Report back every line below that carries the word "read".

RECORDS SUPPLIED START

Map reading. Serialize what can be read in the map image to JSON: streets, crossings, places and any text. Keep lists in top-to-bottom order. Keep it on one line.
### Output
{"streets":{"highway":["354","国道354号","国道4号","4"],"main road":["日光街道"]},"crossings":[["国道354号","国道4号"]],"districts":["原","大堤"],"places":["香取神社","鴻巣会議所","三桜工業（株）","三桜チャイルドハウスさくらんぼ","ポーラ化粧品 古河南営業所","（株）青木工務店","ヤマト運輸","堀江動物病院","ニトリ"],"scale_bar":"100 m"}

RECORDS SUPPLIED END
RECORDS SUPPLIED START

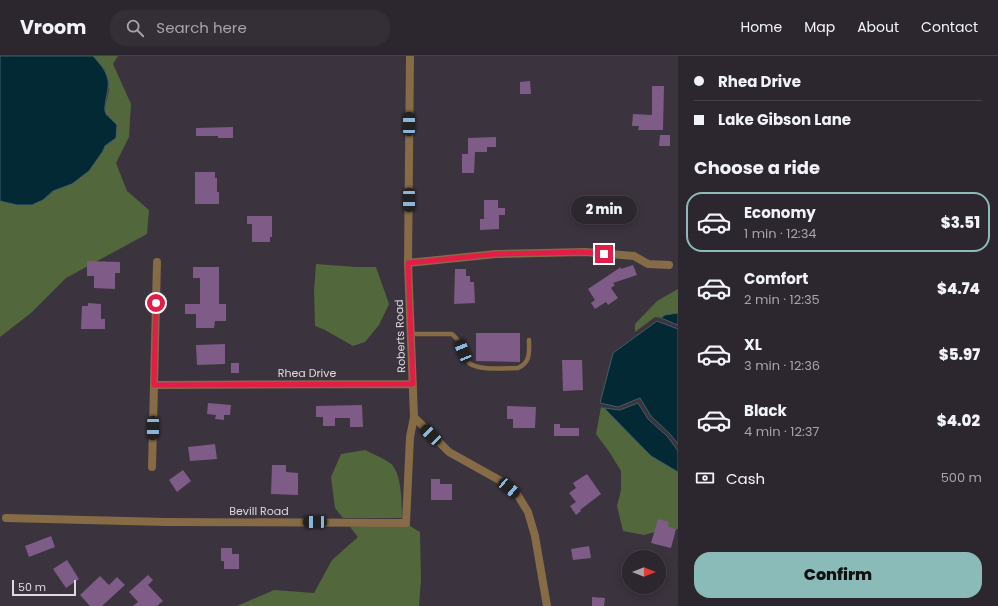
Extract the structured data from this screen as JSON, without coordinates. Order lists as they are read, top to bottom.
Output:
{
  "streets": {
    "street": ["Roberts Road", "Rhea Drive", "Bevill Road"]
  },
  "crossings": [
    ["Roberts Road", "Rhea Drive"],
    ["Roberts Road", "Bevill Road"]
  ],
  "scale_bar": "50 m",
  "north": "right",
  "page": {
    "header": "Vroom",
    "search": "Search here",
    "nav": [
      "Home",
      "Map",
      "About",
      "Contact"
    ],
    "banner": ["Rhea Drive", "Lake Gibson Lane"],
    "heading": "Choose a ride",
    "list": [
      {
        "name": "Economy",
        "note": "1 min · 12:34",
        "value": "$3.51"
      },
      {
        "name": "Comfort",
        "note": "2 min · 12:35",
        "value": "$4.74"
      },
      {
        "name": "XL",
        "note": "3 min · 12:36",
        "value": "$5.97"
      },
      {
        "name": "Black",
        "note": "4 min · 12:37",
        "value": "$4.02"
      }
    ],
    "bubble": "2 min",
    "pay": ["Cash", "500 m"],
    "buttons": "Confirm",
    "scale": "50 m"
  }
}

RECORDS SUPPLIED END

• **RESPONSE TO THIS EXERCISE**
Map reading. Serialize what can be read in the map image to JSON: streets, crossings, places and any text. Keep lists in top-to-bottom order. Keep it on one line.
Extract the structured data from this screen as JSON, without coordinates. Order lists as they are read, top to bottom.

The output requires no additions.